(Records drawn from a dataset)
Start of Block
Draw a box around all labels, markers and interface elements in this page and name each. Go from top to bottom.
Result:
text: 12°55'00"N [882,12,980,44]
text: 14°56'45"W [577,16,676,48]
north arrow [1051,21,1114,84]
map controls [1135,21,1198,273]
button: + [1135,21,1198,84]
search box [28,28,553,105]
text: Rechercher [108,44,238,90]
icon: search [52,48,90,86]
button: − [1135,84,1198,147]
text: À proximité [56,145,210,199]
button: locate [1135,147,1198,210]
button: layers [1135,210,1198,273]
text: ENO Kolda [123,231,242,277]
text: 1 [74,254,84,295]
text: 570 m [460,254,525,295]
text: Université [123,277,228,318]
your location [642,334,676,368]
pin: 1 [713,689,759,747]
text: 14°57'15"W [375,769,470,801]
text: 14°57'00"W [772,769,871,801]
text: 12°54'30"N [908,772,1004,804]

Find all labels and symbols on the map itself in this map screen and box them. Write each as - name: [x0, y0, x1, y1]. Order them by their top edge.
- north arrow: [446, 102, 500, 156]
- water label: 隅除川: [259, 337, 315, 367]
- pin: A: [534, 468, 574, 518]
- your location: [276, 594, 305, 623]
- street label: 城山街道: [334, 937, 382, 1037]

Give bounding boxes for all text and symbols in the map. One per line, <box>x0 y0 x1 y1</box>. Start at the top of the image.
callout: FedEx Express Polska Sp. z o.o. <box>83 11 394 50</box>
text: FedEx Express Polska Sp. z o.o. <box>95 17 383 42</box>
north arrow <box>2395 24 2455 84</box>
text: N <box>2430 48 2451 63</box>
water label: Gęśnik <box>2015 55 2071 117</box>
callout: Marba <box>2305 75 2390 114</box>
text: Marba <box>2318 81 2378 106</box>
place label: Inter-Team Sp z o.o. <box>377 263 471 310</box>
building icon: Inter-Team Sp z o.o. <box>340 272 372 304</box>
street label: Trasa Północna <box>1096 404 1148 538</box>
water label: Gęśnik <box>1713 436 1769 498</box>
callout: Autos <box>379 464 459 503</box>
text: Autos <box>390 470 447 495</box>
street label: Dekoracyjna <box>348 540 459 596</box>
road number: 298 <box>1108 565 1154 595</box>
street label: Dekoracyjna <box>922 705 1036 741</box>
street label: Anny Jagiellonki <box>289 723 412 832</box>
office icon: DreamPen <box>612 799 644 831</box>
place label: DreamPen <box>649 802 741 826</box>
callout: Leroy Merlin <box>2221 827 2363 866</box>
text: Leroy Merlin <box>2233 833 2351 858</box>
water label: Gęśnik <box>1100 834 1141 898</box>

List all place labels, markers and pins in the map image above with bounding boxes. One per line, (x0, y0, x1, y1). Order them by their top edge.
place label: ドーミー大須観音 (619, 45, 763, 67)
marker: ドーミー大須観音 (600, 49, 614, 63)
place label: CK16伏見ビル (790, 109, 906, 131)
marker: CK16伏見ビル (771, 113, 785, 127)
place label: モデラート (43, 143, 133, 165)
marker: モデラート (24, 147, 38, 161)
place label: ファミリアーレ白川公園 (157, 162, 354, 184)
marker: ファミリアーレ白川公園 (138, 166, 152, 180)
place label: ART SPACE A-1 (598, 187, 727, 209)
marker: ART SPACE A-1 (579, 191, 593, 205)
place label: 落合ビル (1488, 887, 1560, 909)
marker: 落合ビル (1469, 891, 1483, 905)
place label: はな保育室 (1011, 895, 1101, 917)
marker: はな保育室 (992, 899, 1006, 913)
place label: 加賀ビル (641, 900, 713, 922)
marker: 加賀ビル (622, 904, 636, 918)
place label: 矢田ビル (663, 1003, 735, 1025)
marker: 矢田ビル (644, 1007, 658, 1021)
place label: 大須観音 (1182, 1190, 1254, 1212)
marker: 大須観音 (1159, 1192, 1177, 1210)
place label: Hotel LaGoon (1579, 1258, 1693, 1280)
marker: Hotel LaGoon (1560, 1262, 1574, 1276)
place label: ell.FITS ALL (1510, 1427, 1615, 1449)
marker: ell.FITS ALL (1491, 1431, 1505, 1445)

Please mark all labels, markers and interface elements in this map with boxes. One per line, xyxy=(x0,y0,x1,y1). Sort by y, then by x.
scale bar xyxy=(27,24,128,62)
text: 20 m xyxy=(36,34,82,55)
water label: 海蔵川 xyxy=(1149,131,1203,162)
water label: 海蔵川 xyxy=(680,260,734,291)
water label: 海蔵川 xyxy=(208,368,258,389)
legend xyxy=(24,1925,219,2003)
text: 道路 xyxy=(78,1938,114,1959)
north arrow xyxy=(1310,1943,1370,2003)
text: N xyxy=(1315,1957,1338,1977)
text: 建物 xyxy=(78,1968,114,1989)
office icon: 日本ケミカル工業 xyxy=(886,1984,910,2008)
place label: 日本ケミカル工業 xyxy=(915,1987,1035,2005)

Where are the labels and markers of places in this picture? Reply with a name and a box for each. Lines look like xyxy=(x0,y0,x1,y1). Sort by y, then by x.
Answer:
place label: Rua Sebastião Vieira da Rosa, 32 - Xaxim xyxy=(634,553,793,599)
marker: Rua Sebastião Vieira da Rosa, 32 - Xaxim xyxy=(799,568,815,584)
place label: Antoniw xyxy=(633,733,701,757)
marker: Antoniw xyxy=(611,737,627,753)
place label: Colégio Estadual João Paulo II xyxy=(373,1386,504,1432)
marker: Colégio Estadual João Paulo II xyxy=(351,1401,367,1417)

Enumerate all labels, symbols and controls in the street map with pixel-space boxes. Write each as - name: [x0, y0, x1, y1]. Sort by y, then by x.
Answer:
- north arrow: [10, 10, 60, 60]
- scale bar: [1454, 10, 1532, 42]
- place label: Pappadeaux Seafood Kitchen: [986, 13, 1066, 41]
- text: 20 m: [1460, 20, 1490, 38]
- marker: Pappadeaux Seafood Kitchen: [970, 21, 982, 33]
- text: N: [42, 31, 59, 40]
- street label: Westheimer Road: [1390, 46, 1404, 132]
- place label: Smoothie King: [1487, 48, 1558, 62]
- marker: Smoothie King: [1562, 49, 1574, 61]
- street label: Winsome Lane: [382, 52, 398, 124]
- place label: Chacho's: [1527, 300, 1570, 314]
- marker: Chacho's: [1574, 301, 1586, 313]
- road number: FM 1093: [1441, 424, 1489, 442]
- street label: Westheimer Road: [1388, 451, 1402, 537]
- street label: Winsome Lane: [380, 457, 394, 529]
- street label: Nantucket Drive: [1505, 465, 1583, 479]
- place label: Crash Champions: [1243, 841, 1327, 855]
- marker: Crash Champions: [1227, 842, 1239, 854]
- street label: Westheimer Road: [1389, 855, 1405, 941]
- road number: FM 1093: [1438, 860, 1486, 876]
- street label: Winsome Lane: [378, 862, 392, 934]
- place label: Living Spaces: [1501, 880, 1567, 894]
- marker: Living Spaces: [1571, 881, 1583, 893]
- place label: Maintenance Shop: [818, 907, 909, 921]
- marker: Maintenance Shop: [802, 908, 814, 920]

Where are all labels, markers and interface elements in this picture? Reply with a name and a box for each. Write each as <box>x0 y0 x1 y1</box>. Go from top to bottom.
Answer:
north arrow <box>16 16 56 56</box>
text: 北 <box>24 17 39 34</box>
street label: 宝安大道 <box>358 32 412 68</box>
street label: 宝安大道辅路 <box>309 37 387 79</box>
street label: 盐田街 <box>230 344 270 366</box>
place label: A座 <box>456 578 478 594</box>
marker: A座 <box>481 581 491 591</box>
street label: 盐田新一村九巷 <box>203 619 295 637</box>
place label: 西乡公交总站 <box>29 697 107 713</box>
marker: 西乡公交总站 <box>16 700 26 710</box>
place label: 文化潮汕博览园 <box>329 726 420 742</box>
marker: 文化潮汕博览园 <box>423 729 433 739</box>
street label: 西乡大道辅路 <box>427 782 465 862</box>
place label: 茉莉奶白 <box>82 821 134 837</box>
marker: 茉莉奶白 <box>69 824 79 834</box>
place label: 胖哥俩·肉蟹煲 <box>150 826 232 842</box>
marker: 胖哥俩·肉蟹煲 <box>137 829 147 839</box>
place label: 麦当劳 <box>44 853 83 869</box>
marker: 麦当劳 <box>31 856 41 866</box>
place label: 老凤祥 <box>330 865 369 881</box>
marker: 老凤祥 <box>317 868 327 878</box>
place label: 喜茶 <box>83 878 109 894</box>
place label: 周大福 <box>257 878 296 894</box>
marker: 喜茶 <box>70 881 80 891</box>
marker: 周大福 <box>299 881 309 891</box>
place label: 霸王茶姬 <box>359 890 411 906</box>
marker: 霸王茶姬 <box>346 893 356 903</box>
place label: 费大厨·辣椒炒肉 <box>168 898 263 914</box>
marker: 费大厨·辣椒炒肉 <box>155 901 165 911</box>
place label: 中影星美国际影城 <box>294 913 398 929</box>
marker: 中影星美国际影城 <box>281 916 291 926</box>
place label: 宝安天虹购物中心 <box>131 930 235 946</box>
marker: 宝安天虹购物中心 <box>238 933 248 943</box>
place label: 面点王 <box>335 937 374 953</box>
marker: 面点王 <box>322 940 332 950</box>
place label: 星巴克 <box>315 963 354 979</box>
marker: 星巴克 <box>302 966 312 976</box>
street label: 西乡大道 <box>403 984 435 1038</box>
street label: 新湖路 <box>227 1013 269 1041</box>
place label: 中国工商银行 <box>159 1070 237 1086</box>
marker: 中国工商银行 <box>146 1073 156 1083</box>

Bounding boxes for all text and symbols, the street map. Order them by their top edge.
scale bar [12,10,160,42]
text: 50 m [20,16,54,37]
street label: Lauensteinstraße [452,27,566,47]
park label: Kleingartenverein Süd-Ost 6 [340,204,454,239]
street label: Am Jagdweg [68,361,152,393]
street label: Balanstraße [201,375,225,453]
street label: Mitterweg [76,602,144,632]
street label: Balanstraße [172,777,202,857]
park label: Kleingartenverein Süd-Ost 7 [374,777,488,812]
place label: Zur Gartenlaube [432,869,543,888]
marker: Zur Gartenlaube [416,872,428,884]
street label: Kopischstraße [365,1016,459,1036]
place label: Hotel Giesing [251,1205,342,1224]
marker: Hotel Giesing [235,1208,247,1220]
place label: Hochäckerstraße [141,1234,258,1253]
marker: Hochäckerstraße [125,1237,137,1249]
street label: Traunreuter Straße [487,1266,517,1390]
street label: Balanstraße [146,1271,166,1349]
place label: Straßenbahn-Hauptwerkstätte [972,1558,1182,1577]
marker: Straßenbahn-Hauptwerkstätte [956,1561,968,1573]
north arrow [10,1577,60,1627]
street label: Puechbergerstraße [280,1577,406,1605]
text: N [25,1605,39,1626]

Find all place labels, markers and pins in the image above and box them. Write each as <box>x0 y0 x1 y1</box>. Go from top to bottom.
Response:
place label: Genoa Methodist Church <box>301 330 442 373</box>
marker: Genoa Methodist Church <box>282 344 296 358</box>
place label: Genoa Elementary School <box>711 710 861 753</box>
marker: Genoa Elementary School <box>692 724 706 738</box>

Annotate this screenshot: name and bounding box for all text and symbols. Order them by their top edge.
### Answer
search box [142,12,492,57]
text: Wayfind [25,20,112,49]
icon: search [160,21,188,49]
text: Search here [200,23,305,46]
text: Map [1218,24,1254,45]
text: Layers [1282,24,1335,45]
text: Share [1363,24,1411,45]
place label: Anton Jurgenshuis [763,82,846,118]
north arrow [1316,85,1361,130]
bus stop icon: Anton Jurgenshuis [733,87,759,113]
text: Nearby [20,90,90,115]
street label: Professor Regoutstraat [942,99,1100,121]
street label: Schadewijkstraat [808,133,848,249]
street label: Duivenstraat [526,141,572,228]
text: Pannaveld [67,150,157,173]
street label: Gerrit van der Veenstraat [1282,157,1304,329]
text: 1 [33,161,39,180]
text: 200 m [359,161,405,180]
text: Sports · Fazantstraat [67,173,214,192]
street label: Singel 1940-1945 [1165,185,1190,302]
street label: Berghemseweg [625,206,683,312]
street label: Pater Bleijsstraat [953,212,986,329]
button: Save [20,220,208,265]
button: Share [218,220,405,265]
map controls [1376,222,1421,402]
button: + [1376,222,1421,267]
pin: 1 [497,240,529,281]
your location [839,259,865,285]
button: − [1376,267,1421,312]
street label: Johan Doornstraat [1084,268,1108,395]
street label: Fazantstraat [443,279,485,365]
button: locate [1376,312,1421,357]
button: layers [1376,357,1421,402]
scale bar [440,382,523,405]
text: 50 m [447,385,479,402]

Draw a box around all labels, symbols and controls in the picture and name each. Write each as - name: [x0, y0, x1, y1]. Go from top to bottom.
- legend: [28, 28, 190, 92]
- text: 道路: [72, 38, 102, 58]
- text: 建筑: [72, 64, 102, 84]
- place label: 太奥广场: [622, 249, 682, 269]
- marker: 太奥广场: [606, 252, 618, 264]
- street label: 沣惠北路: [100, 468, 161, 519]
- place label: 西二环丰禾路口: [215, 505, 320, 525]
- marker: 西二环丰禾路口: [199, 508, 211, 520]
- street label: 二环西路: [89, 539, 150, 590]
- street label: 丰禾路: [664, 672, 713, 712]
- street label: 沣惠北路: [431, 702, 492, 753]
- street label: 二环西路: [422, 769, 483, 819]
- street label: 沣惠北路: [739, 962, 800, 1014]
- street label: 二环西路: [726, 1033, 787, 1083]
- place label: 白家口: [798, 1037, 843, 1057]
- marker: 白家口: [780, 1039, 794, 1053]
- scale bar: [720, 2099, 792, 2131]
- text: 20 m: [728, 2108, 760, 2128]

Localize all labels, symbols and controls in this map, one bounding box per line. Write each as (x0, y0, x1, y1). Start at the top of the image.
End of Block
> **REQUIRED ACTION**
Which lines above hold the string "Where"? Copy each of them.

> **EXERCISE RESULT**
Where are the labels and markers of places in this picture? Reply with a name and a box for each. Lines look like xyxy=(x0,y0,x1,y1). Sort by y, then by x.
Where are all labels, markers and interface elements in this picture? Reply with a name and a box for each. Write each as <box>x0 y0 x1 y1</box>. Go from top to bottom.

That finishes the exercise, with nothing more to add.